Records from a data collection
┄┄┄┄┄┄┄┄┄┄
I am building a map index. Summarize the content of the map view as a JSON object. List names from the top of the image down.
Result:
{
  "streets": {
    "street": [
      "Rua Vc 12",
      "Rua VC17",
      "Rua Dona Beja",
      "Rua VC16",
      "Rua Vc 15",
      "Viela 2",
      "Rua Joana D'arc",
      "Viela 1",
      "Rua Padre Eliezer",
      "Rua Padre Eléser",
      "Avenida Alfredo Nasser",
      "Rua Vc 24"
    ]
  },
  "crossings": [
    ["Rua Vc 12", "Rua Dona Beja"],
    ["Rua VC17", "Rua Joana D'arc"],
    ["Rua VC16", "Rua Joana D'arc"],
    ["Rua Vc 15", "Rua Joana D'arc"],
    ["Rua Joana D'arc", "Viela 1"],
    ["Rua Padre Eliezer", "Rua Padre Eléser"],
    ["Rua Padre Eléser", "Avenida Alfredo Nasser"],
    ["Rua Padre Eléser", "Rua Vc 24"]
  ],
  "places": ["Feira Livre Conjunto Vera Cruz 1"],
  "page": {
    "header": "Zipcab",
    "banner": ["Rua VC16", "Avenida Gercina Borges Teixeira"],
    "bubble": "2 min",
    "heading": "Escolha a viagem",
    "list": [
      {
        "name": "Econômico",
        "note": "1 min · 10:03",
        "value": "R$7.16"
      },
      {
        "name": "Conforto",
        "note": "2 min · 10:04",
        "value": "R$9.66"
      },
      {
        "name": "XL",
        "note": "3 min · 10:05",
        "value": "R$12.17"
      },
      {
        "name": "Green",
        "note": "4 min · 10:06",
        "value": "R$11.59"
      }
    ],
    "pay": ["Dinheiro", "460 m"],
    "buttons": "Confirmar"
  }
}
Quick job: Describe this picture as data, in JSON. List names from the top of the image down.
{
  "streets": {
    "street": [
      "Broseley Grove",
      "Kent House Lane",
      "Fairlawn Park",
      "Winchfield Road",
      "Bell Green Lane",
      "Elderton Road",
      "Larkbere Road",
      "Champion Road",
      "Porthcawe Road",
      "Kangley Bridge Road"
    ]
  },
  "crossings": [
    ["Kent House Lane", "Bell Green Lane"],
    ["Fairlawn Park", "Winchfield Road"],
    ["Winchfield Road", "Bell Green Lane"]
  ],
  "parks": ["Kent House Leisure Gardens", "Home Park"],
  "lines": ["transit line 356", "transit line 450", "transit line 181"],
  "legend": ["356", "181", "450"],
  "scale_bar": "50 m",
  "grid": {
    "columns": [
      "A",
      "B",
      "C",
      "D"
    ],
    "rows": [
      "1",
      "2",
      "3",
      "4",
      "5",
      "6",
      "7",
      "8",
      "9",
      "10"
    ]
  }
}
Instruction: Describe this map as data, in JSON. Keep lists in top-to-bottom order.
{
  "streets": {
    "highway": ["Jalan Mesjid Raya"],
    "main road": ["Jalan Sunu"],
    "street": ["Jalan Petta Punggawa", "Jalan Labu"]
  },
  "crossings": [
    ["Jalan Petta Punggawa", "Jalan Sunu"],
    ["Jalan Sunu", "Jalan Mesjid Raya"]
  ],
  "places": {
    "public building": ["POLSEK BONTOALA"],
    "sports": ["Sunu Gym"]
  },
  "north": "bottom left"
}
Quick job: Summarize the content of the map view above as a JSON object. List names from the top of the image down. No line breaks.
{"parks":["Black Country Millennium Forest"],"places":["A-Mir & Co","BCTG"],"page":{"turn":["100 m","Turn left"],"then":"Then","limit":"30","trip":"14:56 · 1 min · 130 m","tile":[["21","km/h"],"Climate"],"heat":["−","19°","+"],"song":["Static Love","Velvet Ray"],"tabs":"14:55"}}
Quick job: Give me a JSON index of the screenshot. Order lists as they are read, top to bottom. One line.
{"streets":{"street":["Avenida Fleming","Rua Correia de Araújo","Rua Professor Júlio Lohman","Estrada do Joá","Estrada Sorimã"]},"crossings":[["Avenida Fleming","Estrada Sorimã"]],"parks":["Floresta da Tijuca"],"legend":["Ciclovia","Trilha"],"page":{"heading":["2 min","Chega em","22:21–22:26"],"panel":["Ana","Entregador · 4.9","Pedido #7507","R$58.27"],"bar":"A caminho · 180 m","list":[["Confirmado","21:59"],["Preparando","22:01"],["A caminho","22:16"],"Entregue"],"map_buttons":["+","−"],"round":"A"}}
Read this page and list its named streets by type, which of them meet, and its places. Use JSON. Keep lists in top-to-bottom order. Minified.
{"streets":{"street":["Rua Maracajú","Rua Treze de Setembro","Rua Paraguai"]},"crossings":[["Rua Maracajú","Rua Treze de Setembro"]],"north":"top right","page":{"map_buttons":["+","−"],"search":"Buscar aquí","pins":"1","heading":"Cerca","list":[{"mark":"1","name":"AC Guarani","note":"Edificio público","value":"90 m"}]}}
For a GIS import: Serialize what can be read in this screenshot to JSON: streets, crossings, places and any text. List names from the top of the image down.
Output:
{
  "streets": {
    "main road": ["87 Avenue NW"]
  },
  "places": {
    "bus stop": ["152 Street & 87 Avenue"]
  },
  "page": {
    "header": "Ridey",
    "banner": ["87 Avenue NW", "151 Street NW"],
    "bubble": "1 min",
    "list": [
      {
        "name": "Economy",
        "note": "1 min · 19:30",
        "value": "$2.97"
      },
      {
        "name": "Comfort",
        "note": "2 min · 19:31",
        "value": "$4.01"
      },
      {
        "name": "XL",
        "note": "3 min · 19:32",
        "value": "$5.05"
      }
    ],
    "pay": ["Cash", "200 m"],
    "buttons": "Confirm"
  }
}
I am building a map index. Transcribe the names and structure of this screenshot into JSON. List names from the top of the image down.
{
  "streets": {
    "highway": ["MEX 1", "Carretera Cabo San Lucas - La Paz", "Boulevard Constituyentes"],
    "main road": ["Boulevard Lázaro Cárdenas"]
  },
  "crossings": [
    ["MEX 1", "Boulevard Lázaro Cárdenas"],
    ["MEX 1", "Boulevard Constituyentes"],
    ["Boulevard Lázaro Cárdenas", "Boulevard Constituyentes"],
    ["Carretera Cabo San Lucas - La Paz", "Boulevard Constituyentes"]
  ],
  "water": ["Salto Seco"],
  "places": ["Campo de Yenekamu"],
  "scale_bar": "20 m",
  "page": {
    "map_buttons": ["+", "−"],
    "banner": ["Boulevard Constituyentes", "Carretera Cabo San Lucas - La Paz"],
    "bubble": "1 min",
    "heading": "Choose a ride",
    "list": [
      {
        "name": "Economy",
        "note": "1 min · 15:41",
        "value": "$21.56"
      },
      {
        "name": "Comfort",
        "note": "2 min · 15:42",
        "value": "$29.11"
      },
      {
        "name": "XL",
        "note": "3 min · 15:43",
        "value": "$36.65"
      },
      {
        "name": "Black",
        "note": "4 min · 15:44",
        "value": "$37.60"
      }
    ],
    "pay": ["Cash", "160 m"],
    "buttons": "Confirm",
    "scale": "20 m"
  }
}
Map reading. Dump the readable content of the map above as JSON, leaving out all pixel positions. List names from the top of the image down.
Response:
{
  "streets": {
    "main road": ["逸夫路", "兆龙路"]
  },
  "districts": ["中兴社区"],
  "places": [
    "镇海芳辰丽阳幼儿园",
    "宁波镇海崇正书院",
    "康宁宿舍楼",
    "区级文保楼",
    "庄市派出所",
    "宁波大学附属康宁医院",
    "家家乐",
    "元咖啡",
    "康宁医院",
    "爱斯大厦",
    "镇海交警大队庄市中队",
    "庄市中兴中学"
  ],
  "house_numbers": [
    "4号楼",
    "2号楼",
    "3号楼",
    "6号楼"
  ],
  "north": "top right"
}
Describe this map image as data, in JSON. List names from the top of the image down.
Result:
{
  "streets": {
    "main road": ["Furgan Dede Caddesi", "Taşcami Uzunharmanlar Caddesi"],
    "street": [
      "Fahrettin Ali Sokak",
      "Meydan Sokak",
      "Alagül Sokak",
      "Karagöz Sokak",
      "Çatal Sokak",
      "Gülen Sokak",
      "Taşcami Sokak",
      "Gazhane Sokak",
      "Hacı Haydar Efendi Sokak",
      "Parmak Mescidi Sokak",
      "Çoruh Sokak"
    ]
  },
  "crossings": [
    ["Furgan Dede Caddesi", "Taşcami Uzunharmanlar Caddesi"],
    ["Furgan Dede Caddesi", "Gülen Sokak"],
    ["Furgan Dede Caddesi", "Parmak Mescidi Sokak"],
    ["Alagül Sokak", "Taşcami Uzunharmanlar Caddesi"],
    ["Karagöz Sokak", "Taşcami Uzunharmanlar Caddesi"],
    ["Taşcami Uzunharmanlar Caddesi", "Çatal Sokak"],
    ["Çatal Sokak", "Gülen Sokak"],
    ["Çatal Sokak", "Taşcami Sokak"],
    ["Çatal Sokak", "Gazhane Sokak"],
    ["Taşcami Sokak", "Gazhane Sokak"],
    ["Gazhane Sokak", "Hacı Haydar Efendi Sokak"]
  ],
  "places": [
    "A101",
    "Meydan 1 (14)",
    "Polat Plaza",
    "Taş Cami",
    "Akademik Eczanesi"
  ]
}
┄┄┄┄┄┄┄┄┄┄
Using the entries above, return exactly the lines from the line with "Map reading. Dump" to the line with "Describe this map image", counting both of those lines.

§ **Exercise result**:
Map reading. Dump the readable content of the map above as JSON, leaving out all pixel positions. List names from the top of the image down.
Response:
{
  "streets": {
    "main road": ["逸夫路", "兆龙路"]
  },
  "districts": ["中兴社区"],
  "places": [
    "镇海芳辰丽阳幼儿园",
    "宁波镇海崇正书院",
    "康宁宿舍楼",
    "区级文保楼",
    "庄市派出所",
    "宁波大学附属康宁医院",
    "家家乐",
    "元咖啡",
    "康宁医院",
    "爱斯大厦",
    "镇海交警大队庄市中队",
    "庄市中兴中学"
  ],
  "house_numbers": [
    "4号楼",
    "2号楼",
    "3号楼",
    "6号楼"
  ],
  "north": "top right"
}
Describe this map image as data, in JSON. List names from the top of the image down.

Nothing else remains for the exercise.